DATA RECORDS ▸
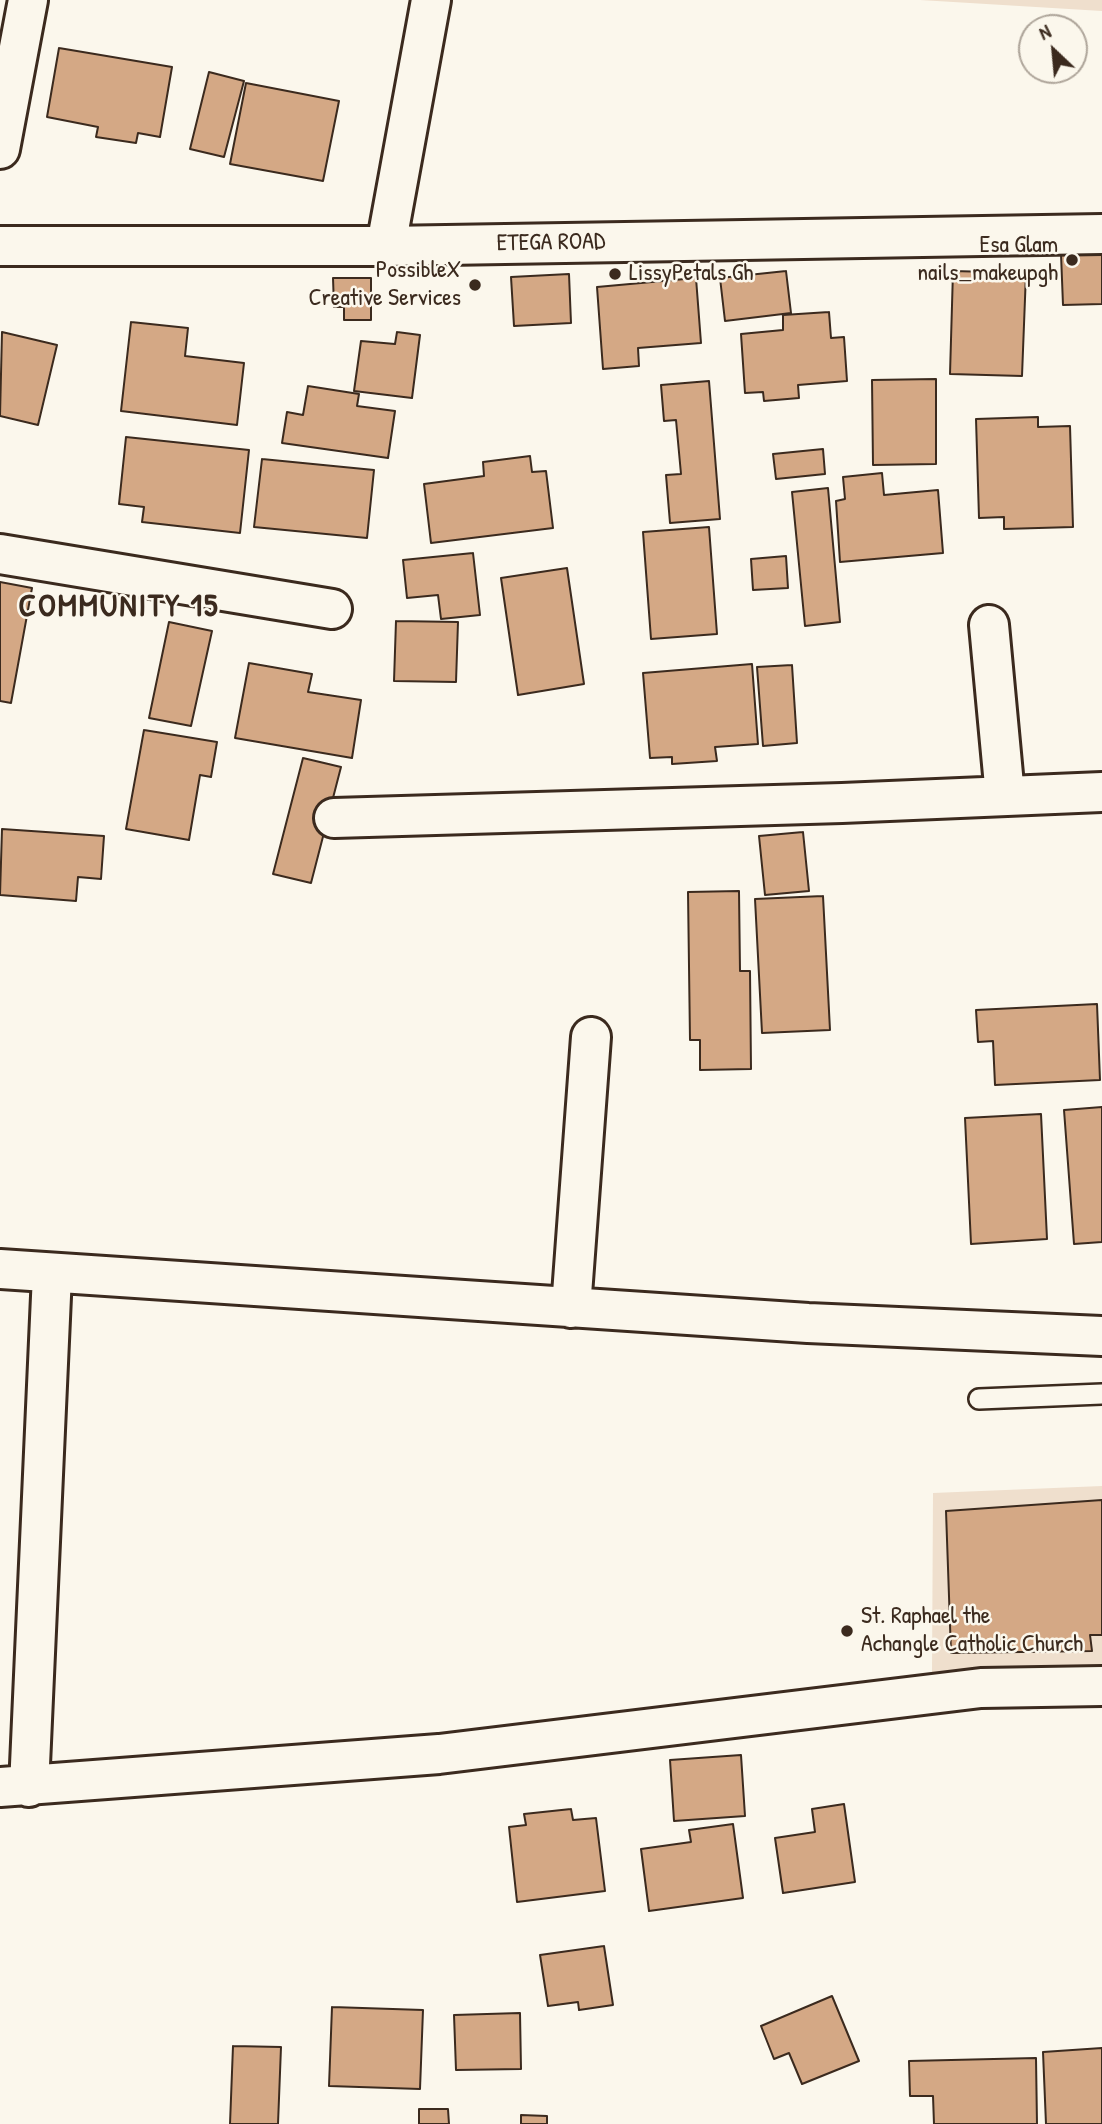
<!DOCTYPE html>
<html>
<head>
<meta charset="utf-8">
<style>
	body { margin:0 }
	#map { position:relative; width:1102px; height:2124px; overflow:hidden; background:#fbf7ec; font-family:"Patrick Hand",sans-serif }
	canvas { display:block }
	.north { position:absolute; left:1018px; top:14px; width:70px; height:70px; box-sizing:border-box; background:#fbf7ec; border:2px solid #aea59a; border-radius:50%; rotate:334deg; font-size:19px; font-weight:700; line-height:28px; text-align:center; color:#3b2a1e }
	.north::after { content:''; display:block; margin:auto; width:24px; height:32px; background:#3b2a1e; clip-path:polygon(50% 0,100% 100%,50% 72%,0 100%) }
</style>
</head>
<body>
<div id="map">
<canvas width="1102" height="2124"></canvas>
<div class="north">N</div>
</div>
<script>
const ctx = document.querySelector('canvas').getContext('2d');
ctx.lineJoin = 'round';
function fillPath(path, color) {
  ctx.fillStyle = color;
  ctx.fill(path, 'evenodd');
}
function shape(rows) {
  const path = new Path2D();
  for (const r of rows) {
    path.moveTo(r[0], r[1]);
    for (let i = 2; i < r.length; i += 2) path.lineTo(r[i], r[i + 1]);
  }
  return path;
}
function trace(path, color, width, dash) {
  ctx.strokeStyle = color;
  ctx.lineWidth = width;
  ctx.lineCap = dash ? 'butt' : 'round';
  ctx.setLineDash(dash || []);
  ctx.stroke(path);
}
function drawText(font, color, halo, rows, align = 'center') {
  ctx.font = font + ' "Patrick Hand",sans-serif';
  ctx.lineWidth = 5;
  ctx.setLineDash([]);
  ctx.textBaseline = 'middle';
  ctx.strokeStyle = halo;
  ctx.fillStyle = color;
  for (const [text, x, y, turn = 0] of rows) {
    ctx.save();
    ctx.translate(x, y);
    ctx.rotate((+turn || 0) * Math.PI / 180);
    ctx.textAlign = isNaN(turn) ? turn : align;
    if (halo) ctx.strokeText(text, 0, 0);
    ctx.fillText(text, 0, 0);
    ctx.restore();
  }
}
fillPath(shape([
	[920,0,1102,0,1102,11],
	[1102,1486,1102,1668,932,1673,933,1493]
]), '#efdfcd');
const building = shape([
	[59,48,172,67,160,137,138,133,136,143,96,137,98,127,47,117,59,48],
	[209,72,244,81,224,157,190,149,209,72],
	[246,83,339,101,323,181,230,164,246,83],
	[1102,253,1102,304,1063,305,1061,254,1102,253],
	[786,271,791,313,725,321,720,278,786,271],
	[953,271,1026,273,1022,376,950,374,953,271],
	[569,274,571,323,514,326,511,277,569,274],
	[333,278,371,278,371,320,344,320,344,307,334,307,333,278],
	[696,278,701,343,638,348,639,366,603,369,597,287,696,278],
	[829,312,831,338,844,337,847,381,798,385,799,398,764,401,763,392,745,393,741,334,783,330,783,315,829,312],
	[131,322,188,328,185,356,244,363,237,425,121,411,131,322],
	[2,332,57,345,38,425,0,416,2,332],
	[397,332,420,335,412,398,354,391,361,341,395,344,397,332],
	[936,379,936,464,873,465,872,380,936,379],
	[709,381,720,519,670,523,666,475,681,474,676,420,664,421,661,385,709,381],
	[308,386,359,394,357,406,395,411,388,458,282,443,287,412,303,415,308,386],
	[1038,417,1038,427,1070,426,1073,527,1004,529,1004,517,979,518,976,419,1038,417],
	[126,437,249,450,240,533,142,522,144,507,119,504,126,437],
	[823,449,825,474,776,479,773,454,823,449],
	[530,456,532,472,546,471,553,528,431,543,424,484,484,476,483,462,530,456],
	[262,459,374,470,367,538,254,527,262,459],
	[882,473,884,495,938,490,943,553,840,562,836,501,845,499,843,477,882,473],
	[828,488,840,622,805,626,792,492,828,488],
	[709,527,717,634,651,639,643,532,709,527],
	[473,553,480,615,441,619,438,595,407,598,403,560,473,553],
	[786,556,788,588,753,590,751,559,786,556],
	[567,568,584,684,518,695,501,578,567,568],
	[0,582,32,588,11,703,0,701,0,582],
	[396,621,458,622,456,682,394,681,396,621],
	[169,622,212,631,191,726,149,718,169,622],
	[249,663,312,674,308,692,361,700,352,758,235,738,249,663],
	[752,664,758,744,715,747,717,761,672,764,672,757,650,758,643,673,752,664],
	[792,665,797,743,763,746,757,667,792,665],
	[144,730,217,742,211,777,200,775,189,840,126,829,144,730],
	[303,758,341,767,311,883,273,874,303,758],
	[2,829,104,836,101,879,78,877,76,901,0,895,2,829],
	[803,832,809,891,765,895,759,836,803,832],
	[739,891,740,971,750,971,751,1069,700,1070,700,1040,690,1040,688,892,739,891],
	[823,896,830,1030,762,1033,755,899,823,896],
	[1097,1004,1100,1080,995,1085,993,1041,978,1042,976,1010,1097,1004],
	[1102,1107,1102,1242,1074,1244,1064,1110,1102,1107],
	[1041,1114,1047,1239,971,1244,965,1118,1041,1114],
	[1102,1500,1102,1635,1090,1635,1092,1651,951,1653,946,1511,1102,1500],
	[741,1755,745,1816,674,1821,670,1760,741,1755],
	[844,1804,855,1882,783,1893,775,1838,815,1832,812,1809,844,1804],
	[571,1809,573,1820,596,1818,605,1891,517,1902,509,1827,526,1825,524,1814,571,1809],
	[733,1824,743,1898,649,1911,641,1849,691,1842,689,1830,733,1824],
	[604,1946,613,2005,579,2010,578,2002,548,2006,540,1955,604,1946],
	[832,1996,859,2061,802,2084,789,2053,774,2059,761,2026,832,1996],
	[332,2007,423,2010,420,2089,329,2086,332,2007],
	[520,2013,521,2069,456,2070,454,2015,520,2013],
	[233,2046,281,2047,278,2124,230,2124,233,2046],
	[1102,2048,1102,2124,1046,2124,1043,2052,1102,2048],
	[1036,2058,1037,2124,934,2124,933,2096,910,2096,909,2061,1036,2058],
	[419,2109,448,2109,449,2124,419,2124,419,2109],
	[521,2115,547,2116,547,2124,521,2124,521,2115]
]);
fillPath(building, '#d4a885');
trace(building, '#3b2a1e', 2);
const lane = shape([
	[979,1399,1102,1394]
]);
const street = shape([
	[0,149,28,0],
	[0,246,386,246,1102,234],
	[386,246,431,0],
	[0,554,332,609],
	[989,625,1005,796],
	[334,818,842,803,1102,792],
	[0,1269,808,1323,1102,1336],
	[571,1308,591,1037],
	[0,1787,439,1754,981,1688,1102,1686],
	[29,1787,52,1274]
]);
trace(lane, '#3b2a1e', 24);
trace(street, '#3b2a1e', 44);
trace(lane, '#fbf7ec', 19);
trace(street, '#fbf7ec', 38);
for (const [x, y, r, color] of [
	[1072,260,7,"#3b2a1e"],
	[615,274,7,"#3b2a1e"],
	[475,285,7,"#3b2a1e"],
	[847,1631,7,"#3b2a1e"]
]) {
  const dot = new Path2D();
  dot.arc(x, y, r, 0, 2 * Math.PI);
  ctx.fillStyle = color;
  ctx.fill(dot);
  trace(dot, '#fbf7ec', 2.5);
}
drawText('24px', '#3b2a1e', '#fbf7ec', [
	["ETEGA ROAD",551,243,-1]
]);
drawText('24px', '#3b2a1e', '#fbf7ec', [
	["Esa Glam",1058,246],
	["nails_makeupgh",1058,274],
	["PossibleX",461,271],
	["Creative Services",461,299],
	["LissyPetals Gh",629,274,"left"],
	["St. Raphael the",861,1617,"left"],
	["Achangle Catholic Church",861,1645,"left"]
], 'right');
ctx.letterSpacing = '2px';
drawText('bold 32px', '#3b2a1e', '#fbf7ec', [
	["COMMUNITY 15",119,607]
]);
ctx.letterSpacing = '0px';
</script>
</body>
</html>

PROBLEM ▸
Please count how many lines of the material above include the string "align", then give that number alone.

ANSWER FOR THIS EXERCISE ▸
3